Despite positive projections, the global financial volatility is generating uncertainty regarding the region's economic performance, ECLAC said in the report.
Argentina's economy, fighting double-digit inflation, is still growing at about 8 percent a year and unemployment has fallen but huge economic problems continue to bedevil the government.
Foreign investment in Argentina fell to $2.4 billion in the first half of 2011 from $3.5 billion a year earlier, the commission said. Brazil received 157 more direct investment than in the first half of last year, with a total of $44.1 billion, while in Colombia it increased 91 percent to $7 billion, the commission said.
"The increase in FDI inflows is due to the stability and economic growth in most of the countries and the high prices of raw materials, which continue to attract investment in mining and hydrocarbons, particularly in South America," the report said.

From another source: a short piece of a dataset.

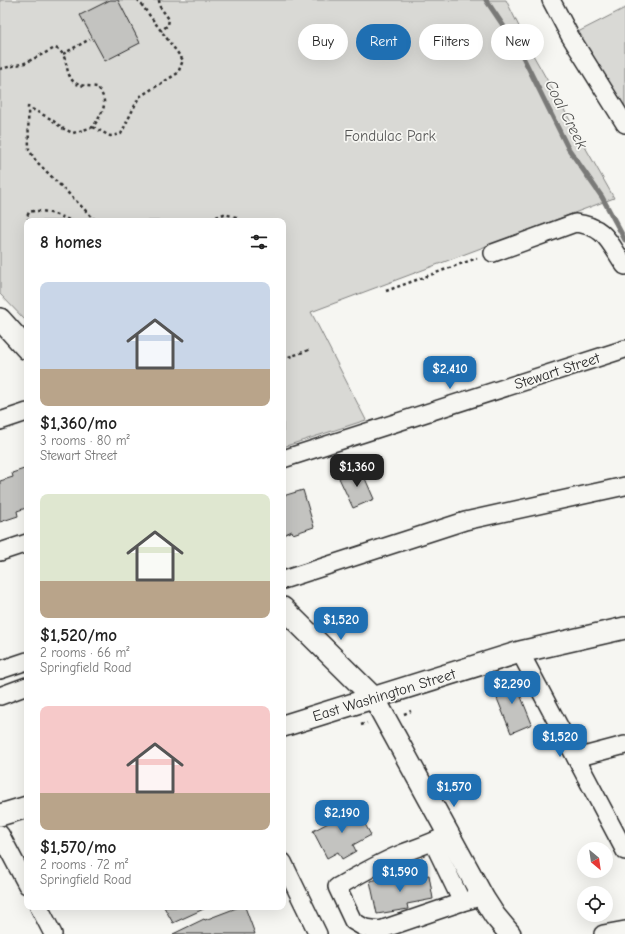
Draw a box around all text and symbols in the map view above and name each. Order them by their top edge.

As mining and hydrocarbons remain the main attraction for investors much of the interest moved away from Argentina to other countries rich in minerals and hydrocarbons or proven reserves larger than those in Argentina, which has recently reported moderate success with oil finds.
The investors' response, however, was linked by analysts to increasing intervention in the economy by the administration of President Cristina Fernandez de Kirchner, who won a second term in office last Sunday.
Before Fernandez swept to victory worries over the election outcome caused a run on bank accounts and depletion of the central bank's foreign exchange reserves.
About $3 billion changed hands and added to estimates of capital outflows of $20 billion from Argentina in 2011. The same estimates showed Argentina lost $73 billion of reserves due to capital outflows over the past four years.
Investors blamed the soaring costs, pressure from strong unions and inefficient handling of government subsidies to the utilities sector.
Argentina's continuing problems led the government to order foreign exchange earning industries to repatriate profits stashed away abroad.
Foreign direct investment also fell in five of 18 countries in Latin America and the Caribbean -- 31 percent in Paraguay, 18 percent in Mexico, 4 percent in Uruguay and 14 percent in Chile.